Better-late-than-never extensions: Congress has a bad habit of renewing extenders retroactively; that is, the House and Senate approve the tax breaks after they've expired but make them effect for the full tax year that's already underway.
That's likely to be the case this year.
On one hand, it's good for many folks to get the tax breaks back. But on the other hand, it makes tax planning very difficult, especially if Congress waits until the very last minute to OK the extenders.
But we might not have to face such a long a period of tax planning uncertainty this year if recent reports are true.
The Senate Finance Committee plans to vote on an extenders package during the week of March 31 to revive some of the extenders, reports Richard Rubin for Bloomberg.
It will be the first action for new Finance Committee Chairman Sen. Ron Wyden (D-Ore.). He took over in February following the resignation of Sen. Max Baucus (D-Mont.) to become ambassador to China.
A Democratic aide told Rubin that Wyden hasn't decided whether to seek extension of the tax breaks through just this year or also to make them effective until Dec. 31, 2015. The new chairman also is pondering whether to exclude or refine some of the 55 extenders, according to the Bloomberg report.
That could help create a bill that will get bipartisan support. A spokesperson for Sen. Orrin Hatch (R-Utah), the Finance Committee's ranking Republican, said that Hatch believes there is "a lot of fat that needs to be cut" and that Congress should not continue to deal with extenders in a business-as-usual manner.
Hatch has a point.

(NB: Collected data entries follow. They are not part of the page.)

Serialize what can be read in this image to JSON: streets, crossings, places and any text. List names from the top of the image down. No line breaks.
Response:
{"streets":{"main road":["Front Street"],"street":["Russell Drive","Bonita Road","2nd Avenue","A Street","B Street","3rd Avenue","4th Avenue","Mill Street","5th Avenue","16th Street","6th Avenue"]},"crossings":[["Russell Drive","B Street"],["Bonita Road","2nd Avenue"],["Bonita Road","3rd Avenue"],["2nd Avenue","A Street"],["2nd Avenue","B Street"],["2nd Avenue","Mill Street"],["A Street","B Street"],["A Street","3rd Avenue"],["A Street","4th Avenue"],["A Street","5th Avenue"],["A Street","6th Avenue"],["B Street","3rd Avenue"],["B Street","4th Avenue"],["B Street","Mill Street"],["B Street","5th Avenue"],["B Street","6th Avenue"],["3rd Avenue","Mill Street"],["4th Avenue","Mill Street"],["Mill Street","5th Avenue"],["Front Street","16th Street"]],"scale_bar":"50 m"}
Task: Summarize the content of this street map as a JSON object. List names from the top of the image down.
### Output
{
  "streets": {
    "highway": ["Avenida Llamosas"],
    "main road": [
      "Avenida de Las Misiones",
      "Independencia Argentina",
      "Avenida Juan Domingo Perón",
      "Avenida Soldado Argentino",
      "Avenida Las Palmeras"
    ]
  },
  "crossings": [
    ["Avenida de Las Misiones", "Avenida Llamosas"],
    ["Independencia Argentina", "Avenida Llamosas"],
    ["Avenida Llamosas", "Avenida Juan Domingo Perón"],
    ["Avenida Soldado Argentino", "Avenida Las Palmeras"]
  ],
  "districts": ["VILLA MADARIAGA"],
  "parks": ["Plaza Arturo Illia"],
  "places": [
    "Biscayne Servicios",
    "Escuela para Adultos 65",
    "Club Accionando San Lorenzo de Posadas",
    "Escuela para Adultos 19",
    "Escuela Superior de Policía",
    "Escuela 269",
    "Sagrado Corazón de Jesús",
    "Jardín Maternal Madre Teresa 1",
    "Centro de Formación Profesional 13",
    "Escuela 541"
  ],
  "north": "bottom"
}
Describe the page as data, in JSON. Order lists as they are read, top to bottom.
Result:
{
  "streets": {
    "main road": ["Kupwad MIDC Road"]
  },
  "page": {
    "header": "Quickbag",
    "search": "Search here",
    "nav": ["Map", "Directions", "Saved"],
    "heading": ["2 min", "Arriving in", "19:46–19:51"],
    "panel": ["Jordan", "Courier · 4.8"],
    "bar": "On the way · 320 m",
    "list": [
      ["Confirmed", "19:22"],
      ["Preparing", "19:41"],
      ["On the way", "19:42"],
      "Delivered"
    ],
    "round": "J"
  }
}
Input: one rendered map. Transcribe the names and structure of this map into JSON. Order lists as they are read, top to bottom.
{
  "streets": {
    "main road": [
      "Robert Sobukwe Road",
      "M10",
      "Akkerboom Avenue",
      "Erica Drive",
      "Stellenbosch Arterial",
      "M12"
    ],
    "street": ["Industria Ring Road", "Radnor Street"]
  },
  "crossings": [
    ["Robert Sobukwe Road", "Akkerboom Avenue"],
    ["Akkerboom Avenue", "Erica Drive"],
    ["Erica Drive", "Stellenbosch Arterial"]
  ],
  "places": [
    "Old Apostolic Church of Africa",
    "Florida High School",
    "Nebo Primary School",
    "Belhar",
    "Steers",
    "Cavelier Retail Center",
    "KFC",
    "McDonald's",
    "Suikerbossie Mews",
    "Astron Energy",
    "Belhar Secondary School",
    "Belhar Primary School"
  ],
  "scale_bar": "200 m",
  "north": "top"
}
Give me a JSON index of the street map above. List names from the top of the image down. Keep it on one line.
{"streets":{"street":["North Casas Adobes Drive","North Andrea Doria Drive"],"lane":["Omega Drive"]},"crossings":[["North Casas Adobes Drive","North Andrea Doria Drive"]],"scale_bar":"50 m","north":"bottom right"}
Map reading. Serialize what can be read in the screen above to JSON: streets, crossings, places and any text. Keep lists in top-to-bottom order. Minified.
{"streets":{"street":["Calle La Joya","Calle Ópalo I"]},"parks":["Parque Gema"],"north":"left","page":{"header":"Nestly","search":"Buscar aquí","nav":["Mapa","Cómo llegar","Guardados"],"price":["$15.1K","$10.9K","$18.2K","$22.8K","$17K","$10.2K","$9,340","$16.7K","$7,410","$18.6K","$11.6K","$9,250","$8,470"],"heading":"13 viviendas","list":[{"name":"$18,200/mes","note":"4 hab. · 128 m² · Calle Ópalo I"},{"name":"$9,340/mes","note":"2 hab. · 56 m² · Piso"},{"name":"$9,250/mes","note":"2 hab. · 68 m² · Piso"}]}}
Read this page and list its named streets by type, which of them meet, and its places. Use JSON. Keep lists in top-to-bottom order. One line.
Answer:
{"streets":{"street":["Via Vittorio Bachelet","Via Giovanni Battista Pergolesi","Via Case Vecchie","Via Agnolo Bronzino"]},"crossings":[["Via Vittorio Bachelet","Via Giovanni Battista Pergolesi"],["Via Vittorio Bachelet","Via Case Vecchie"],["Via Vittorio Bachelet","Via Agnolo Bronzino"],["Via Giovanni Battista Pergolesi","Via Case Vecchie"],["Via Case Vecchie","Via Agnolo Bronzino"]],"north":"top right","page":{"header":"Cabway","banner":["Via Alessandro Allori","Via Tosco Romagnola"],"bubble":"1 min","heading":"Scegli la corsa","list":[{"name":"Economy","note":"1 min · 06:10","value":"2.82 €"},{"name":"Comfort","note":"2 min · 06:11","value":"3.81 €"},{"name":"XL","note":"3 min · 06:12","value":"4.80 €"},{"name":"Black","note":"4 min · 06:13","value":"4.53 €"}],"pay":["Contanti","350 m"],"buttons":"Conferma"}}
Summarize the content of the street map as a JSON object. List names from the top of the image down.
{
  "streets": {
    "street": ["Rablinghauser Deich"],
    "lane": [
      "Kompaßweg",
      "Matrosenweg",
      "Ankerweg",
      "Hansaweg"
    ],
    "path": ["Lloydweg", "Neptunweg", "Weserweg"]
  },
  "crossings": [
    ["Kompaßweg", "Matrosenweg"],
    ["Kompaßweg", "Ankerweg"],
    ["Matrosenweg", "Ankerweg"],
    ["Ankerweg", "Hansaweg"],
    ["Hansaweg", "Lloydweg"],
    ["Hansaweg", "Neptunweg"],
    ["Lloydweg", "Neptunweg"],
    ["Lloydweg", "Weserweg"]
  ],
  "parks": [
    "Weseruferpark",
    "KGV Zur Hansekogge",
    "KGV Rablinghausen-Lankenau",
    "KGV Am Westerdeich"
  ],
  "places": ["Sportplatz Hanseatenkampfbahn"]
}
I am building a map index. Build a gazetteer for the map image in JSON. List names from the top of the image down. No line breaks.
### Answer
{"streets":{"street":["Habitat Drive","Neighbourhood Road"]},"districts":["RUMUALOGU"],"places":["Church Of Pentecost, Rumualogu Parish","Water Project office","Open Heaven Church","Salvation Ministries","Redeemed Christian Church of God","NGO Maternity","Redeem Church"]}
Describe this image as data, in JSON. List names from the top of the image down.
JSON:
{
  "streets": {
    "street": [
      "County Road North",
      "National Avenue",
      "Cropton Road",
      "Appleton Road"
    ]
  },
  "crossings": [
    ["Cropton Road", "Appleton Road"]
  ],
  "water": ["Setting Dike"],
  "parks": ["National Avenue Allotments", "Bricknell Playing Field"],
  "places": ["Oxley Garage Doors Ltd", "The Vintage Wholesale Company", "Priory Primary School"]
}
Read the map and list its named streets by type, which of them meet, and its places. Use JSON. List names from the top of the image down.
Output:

The tax code is ginormous and grows at least a little bit every year.
But while everyone complains about how tax laws continue to proliferate, folks who claim extenders and other tax breaks also are insistent that the tax provisions that apply to them, expired or not, stay on the books.
It looks like Wyden et al will be working on meeting at least part of that request soon.
Above-the-line deduction tax tips: Nice timing on the Bloomberg report.
Each Daily Tax Tip this week has been (and will be tomorrow, too) about adjustments to income, known popularly as above-the-line deductions that are available without having to itemize.
And two of the featured tips are extenders awaiting renewal.